# [Task details]
Reproduce the records exactly, but not the pictures.

# [Data for this exercise]

────────────────────────────────────────

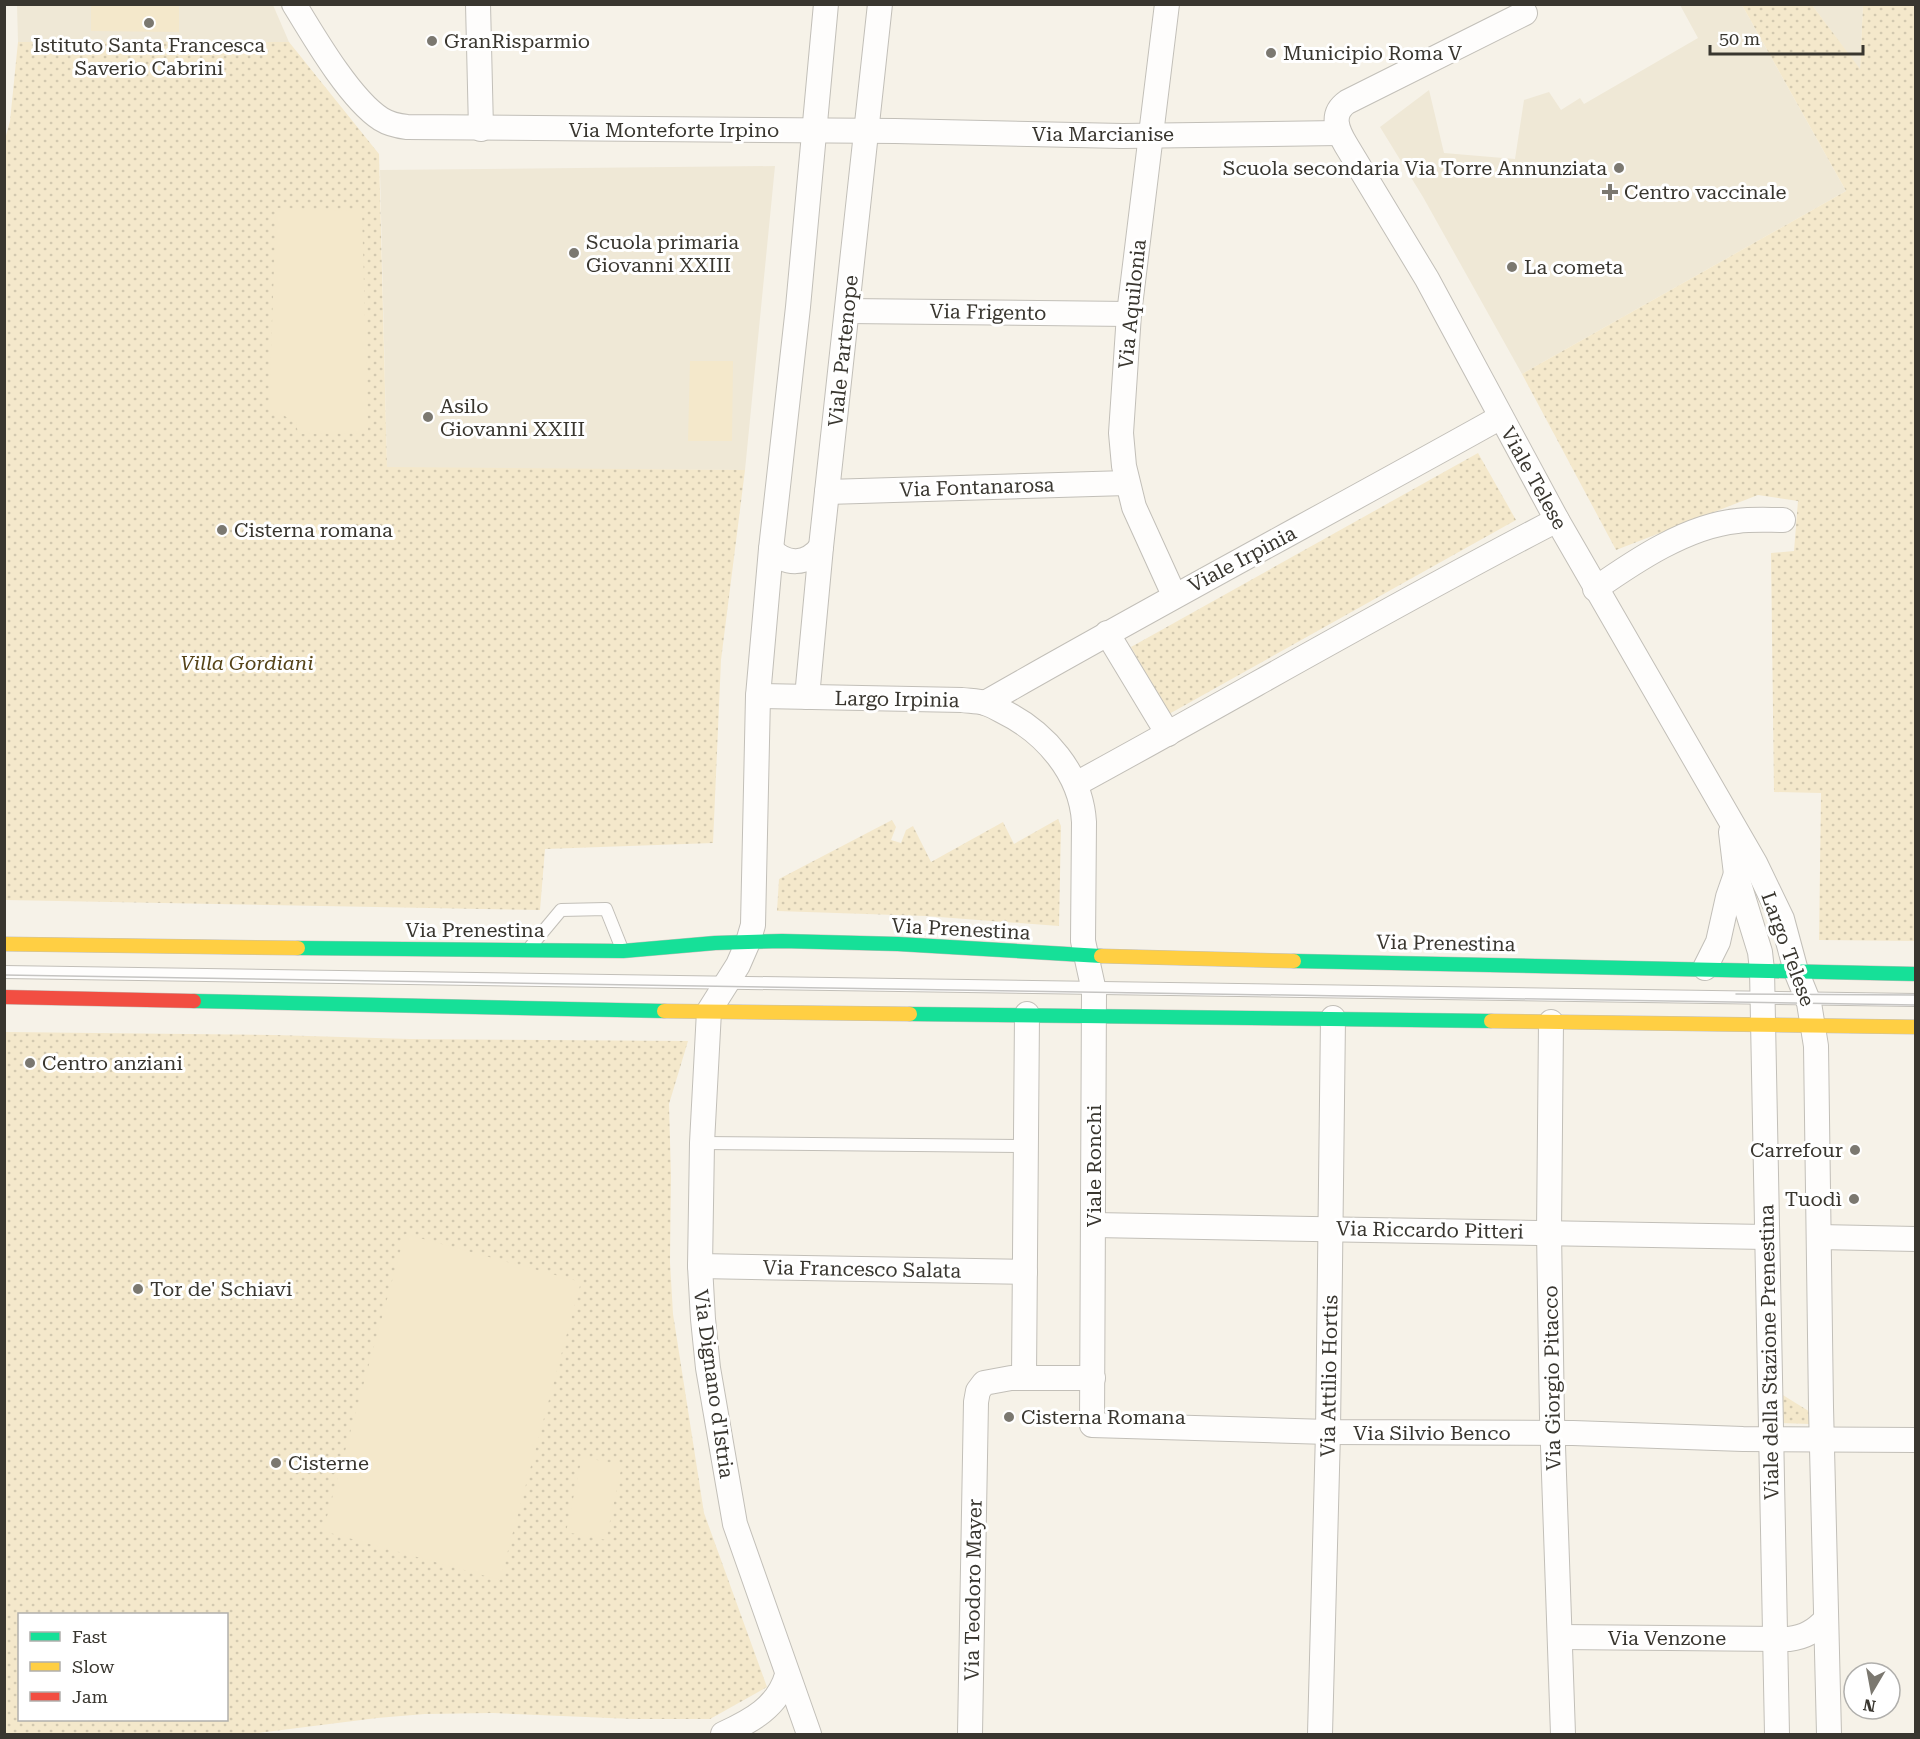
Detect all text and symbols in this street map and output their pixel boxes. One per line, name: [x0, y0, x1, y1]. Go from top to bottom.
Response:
marker: Istituto Santa Francesca Saverio Cabrini: [142, 16, 156, 30]
scale bar: [1710, 18, 1863, 56]
text: 50 m: [1719, 28, 1760, 49]
place label: GranRisparmio: [444, 29, 590, 53]
place label: Istituto Santa Francesca Saverio Cabrini: [33, 33, 265, 80]
marker: GranRisparmio: [425, 34, 439, 48]
place label: Municipio Roma V: [1283, 41, 1462, 65]
marker: Municipio Roma V: [1264, 46, 1278, 60]
street label: Via Monteforte Irpino: [569, 118, 779, 142]
street label: Via Marcianise: [1032, 122, 1174, 146]
place label: Scuola secondaria Via Torre Annunziata: [1223, 156, 1607, 180]
marker: Scuola secondaria Via Torre Annunziata: [1612, 161, 1626, 175]
place label: Centro vaccinale: [1624, 180, 1787, 204]
marker: Centro vaccinale: [1601, 183, 1619, 201]
place label: Scuola primaria Giovanni XXIII: [586, 230, 739, 277]
street label: Via Aquilonia: [1113, 238, 1151, 370]
marker: Scuola primaria Giovanni XXIII: [567, 246, 581, 260]
place label: La cometa: [1524, 255, 1624, 279]
marker: La cometa: [1505, 260, 1519, 274]
street label: Viale Partenope: [823, 274, 863, 428]
street label: Via Frigento: [929, 299, 1047, 325]
place label: Asilo Giovanni XXIII: [440, 394, 585, 441]
marker: Asilo Giovanni XXIII: [421, 410, 435, 424]
street label: Viale Telese: [1496, 422, 1572, 534]
street label: Via Fontanarosa: [899, 472, 1055, 502]
place label: Cisterna romana: [234, 518, 393, 542]
street label: Viale Irpinia: [1184, 520, 1300, 597]
marker: Cisterna romana: [215, 523, 229, 537]
park label: Villa Gordiani: [180, 651, 314, 675]
street label: Largo Irpinia: [834, 686, 960, 712]
street label: Largo Telese: [1756, 889, 1820, 1009]
street label: Via Prenestina: [891, 913, 1031, 945]
street label: Via Prenestina: [405, 918, 545, 942]
street label: Via Prenestina: [1376, 930, 1516, 956]
place label: Centro anziani: [42, 1051, 183, 1075]
marker: Centro anziani: [23, 1056, 37, 1070]
street label: Viale Ronchi: [1082, 1105, 1106, 1227]
place label: Carrefour: [1750, 1138, 1843, 1162]
marker: Carrefour: [1848, 1143, 1862, 1157]
place label: Tuodì: [1785, 1187, 1842, 1211]
marker: Tuodì: [1847, 1192, 1861, 1206]
street label: Viale della Stazione Prenestina: [1754, 1204, 1784, 1500]
street label: Via Riccardo Pitteri: [1336, 1216, 1524, 1244]
street label: Via Francesco Salata: [763, 1255, 962, 1283]
place label: Tor de' Schiavi: [150, 1277, 292, 1301]
marker: Tor de' Schiavi: [131, 1282, 145, 1296]
street label: Via Giorgio Pitacco: [1538, 1285, 1566, 1471]
street label: Via Dignano d'Istria: [689, 1288, 739, 1480]
street label: Via Attilio Hortis: [1316, 1295, 1342, 1457]
place label: Cisterna Romana: [1021, 1405, 1186, 1429]
marker: Cisterna Romana: [1002, 1410, 1016, 1424]
street label: Via Silvio Benco: [1353, 1421, 1511, 1445]
place label: Cisterne: [288, 1451, 369, 1475]
marker: Cisterne: [269, 1456, 283, 1470]
street label: Via Teodoro Mayer: [959, 1499, 987, 1681]
legend: [18, 1613, 228, 1721]
text: Fast: [72, 1626, 107, 1647]
street label: Via Venzone: [1608, 1626, 1726, 1650]
text: Slow: [72, 1656, 114, 1677]
north arrow: [1842, 1661, 1902, 1721]
text: Jam: [72, 1686, 108, 1707]
text: N: [1862, 1695, 1877, 1716]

────────────────────────────────────────

# [Response area]
Detect all text and symbols in this street map and output their pixel boxes. One per line, name: [x0, y0, x1, y1]. Go from top to bottom.
Response:
marker: Istituto Santa Francesca Saverio Cabrini: [142, 16, 156, 30]
scale bar: [1710, 18, 1863, 56]
text: 50 m: [1719, 28, 1760, 49]
place label: GranRisparmio: [444, 29, 590, 53]
place label: Istituto Santa Francesca Saverio Cabrini: [33, 33, 265, 80]
marker: GranRisparmio: [425, 34, 439, 48]
place label: Municipio Roma V: [1283, 41, 1462, 65]
marker: Municipio Roma V: [1264, 46, 1278, 60]
street label: Via Monteforte Irpino: [569, 118, 779, 142]
street label: Via Marcianise: [1032, 122, 1174, 146]
place label: Scuola secondaria Via Torre Annunziata: [1223, 156, 1607, 180]
marker: Scuola secondaria Via Torre Annunziata: [1612, 161, 1626, 175]
place label: Centro vaccinale: [1624, 180, 1787, 204]
marker: Centro vaccinale: [1601, 183, 1619, 201]
place label: Scuola primaria Giovanni XXIII: [586, 230, 739, 277]
street label: Via Aquilonia: [1113, 238, 1151, 370]
marker: Scuola primaria Giovanni XXIII: [567, 246, 581, 260]
place label: La cometa: [1524, 255, 1624, 279]
marker: La cometa: [1505, 260, 1519, 274]
street label: Viale Partenope: [823, 274, 863, 428]
street label: Via Frigento: [929, 299, 1047, 325]
place label: Asilo Giovanni XXIII: [440, 394, 585, 441]
marker: Asilo Giovanni XXIII: [421, 410, 435, 424]
street label: Viale Telese: [1496, 422, 1572, 534]
street label: Via Fontanarosa: [899, 472, 1055, 502]
place label: Cisterna romana: [234, 518, 393, 542]
street label: Viale Irpinia: [1184, 520, 1300, 597]
marker: Cisterna romana: [215, 523, 229, 537]
park label: Villa Gordiani: [180, 651, 314, 675]
street label: Largo Irpinia: [834, 686, 960, 712]
street label: Largo Telese: [1756, 889, 1820, 1009]
street label: Via Prenestina: [891, 913, 1031, 945]
street label: Via Prenestina: [405, 918, 545, 942]
street label: Via Prenestina: [1376, 930, 1516, 956]
place label: Centro anziani: [42, 1051, 183, 1075]
marker: Centro anziani: [23, 1056, 37, 1070]
street label: Viale Ronchi: [1082, 1105, 1106, 1227]
place label: Carrefour: [1750, 1138, 1843, 1162]
marker: Carrefour: [1848, 1143, 1862, 1157]
place label: Tuodì: [1785, 1187, 1842, 1211]
marker: Tuodì: [1847, 1192, 1861, 1206]
street label: Viale della Stazione Prenestina: [1754, 1204, 1784, 1500]
street label: Via Riccardo Pitteri: [1336, 1216, 1524, 1244]
street label: Via Francesco Salata: [763, 1255, 962, 1283]
place label: Tor de' Schiavi: [150, 1277, 292, 1301]
marker: Tor de' Schiavi: [131, 1282, 145, 1296]
street label: Via Giorgio Pitacco: [1538, 1285, 1566, 1471]
street label: Via Dignano d'Istria: [689, 1288, 739, 1480]
street label: Via Attilio Hortis: [1316, 1295, 1342, 1457]
place label: Cisterna Romana: [1021, 1405, 1186, 1429]
marker: Cisterna Romana: [1002, 1410, 1016, 1424]
street label: Via Silvio Benco: [1353, 1421, 1511, 1445]
place label: Cisterne: [288, 1451, 369, 1475]
marker: Cisterne: [269, 1456, 283, 1470]
street label: Via Teodoro Mayer: [959, 1499, 987, 1681]
legend: [18, 1613, 228, 1721]
text: Fast: [72, 1626, 107, 1647]
street label: Via Venzone: [1608, 1626, 1726, 1650]
text: Slow: [72, 1656, 114, 1677]
north arrow: [1842, 1661, 1902, 1721]
text: Jam: [72, 1686, 108, 1707]
text: N: [1862, 1695, 1877, 1716]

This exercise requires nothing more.